Доминирующей формой цитирования в этой ситуации становится самоцитирование. Молодым авторам настоятельно рекомендуют ссылаться на самих себя. Очевидно, что ссылки на свои работы возможны только у тех авторов, у которых эти работы есть. Учитывая, что самые статусные авторы, как правило, пишут наиболее масштабные тексты, доля самоссылок прямо коррелирует с объемом текста. В анализируемом массиве  найдены два текста, где доля самоссылок составляет 100 %. При этом общее количество ссылок в обоих случаях — более 30. Для крупного текста характерно 70–90 % самоссылок. В среднем по массиву их доля около 30 %. Это еще раз позволяет указать на то, что все ключевые работы по заявленной теме выполнены автором или его исследовательским коллективом.
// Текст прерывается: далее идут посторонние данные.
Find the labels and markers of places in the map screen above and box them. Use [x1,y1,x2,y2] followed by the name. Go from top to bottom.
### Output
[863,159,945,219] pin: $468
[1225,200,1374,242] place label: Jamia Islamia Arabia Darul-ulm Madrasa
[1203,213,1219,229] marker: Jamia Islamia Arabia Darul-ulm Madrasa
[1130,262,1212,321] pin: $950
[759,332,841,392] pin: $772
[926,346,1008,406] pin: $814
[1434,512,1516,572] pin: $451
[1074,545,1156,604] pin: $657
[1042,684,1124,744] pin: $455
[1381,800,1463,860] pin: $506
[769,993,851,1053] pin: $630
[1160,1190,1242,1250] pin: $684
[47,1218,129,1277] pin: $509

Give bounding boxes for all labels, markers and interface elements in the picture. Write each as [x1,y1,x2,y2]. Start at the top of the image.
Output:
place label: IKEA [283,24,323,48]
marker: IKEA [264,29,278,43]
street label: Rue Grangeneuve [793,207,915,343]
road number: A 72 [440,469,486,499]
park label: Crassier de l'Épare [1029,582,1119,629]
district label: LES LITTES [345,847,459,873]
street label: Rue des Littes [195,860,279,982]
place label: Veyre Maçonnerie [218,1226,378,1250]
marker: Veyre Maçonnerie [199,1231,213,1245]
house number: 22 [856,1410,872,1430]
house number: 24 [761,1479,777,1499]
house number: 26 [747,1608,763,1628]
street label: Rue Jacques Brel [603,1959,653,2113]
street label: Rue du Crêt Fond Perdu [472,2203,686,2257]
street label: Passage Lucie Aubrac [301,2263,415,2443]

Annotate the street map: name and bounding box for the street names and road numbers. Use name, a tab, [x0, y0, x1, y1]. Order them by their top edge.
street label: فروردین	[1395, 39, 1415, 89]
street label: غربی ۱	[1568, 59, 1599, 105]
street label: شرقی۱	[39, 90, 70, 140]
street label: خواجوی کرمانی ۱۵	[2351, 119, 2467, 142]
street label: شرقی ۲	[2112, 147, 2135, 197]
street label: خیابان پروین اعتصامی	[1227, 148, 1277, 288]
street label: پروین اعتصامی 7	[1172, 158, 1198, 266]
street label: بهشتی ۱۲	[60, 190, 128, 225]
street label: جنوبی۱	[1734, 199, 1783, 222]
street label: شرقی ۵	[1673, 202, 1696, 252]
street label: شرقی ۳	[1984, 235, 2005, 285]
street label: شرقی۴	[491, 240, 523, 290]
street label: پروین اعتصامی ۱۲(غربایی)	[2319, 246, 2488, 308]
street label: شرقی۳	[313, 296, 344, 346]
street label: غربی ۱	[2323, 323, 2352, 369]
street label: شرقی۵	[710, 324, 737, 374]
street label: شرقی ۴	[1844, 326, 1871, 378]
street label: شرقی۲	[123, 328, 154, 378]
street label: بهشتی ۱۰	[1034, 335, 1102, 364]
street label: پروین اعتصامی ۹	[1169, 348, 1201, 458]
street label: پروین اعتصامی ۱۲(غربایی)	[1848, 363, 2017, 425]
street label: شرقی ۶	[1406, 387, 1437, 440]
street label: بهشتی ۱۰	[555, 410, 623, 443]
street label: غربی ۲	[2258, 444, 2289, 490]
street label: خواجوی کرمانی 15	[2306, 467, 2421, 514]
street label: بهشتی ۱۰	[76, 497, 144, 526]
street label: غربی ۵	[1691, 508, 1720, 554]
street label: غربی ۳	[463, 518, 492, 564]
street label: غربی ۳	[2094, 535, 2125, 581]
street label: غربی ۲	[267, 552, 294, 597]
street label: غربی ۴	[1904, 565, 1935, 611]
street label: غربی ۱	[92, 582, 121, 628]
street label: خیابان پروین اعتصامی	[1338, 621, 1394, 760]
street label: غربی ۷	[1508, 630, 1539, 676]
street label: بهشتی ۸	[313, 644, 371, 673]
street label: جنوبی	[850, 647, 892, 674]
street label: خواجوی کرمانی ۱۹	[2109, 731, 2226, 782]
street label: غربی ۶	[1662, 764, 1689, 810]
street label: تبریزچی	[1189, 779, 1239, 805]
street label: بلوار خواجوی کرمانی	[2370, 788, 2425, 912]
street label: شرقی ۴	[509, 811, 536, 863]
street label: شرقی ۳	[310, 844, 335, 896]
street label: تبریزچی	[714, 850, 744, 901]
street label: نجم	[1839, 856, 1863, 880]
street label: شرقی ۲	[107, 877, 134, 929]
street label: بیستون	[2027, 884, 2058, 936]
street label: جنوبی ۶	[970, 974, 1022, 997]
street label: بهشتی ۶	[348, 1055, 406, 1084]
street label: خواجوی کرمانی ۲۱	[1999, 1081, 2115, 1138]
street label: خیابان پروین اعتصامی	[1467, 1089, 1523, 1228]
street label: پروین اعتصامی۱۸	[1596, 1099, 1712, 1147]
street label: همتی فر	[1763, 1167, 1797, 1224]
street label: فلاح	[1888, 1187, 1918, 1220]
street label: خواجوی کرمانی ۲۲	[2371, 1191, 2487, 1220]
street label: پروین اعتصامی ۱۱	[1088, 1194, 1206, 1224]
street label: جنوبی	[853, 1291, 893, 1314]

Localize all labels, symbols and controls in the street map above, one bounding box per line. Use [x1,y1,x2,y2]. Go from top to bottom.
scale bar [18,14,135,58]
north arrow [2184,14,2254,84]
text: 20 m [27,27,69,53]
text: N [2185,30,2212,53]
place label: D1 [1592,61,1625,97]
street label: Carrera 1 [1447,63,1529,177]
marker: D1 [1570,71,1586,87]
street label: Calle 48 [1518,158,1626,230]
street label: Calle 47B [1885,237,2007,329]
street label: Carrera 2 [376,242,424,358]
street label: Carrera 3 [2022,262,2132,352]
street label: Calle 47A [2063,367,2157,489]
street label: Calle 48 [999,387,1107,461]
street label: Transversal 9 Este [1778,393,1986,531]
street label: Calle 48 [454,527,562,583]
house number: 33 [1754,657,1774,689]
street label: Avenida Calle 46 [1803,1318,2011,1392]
Научные руководители всячески стимулируют такую позицию: «Ну у тебя же статья по близкой теме есть [автор пишет о национальных отношениях на селе, прошлая ее статья посвящена проблеме социальных приютов на селе же], ты на нее как-нибудь в тексте сошлись» .
По мере движения от туземного полюса в сторону провинциального, легкость, с которой существование «большого» мира удается игнорировать, испаряется. Возникает необходимость в каком-то интеллектуальном обосновании собственной изоляции. Одно из таких обоснований предоставляет идея «мультипарадигмальности» социальных наук, второе — их укорененности в определенной конфигурации территориальных интересов. В туземной науке, расположенной чуть дальше в сторону провинциализма, возникает невероятное разнообразие если не тем, то теоретических концепций, которые подаются как самостоятельные интеллектуальные «парадигмы», требующие лояльности. От авторов требуется обращение к локальным теориям и локальным наукам. Регионализация социальной теории не есть новость. Эта тенденция блестяще проиллюстрирована в статье В. Радаева историей про создание новой политэкономии в одном из туземных вузов [Радаев 2000], поэтому не будем рассматривать ее подробно. Скажем только, что в 90-х в России были созданы целые науки и созвездия туземных наук: «Надо сказать, что новая картина мира [у всех ученых планеты] формируется на стыке таких общенаучных направлений как глобалистика, эко- и экономинформатика, синерго-гомеостатика, философия открытого общества и др.» . При передаче этих нормативов включаются более тонкие механизмы, нежели прямой инструктаж. Так, если студент прослушал несколько курсов лекций, которые были посвящены исключительно «синегро-гомеостатической модели региона» или «экоинформационному подходу к образованию» (в таком виде читаются в одном из наблюдаемых вузов «Регионология»  и социология образования), то ему представляется единственно возможным использовать именно эти концепции. Именно так и ставится задача к написанию статьи: «Ну и меня попросили рассмотреть ссузы в рамках синергетического подхода — ну и я конечно так и писала — я просто не знала, что бывает по-другому на пятом-то курсе».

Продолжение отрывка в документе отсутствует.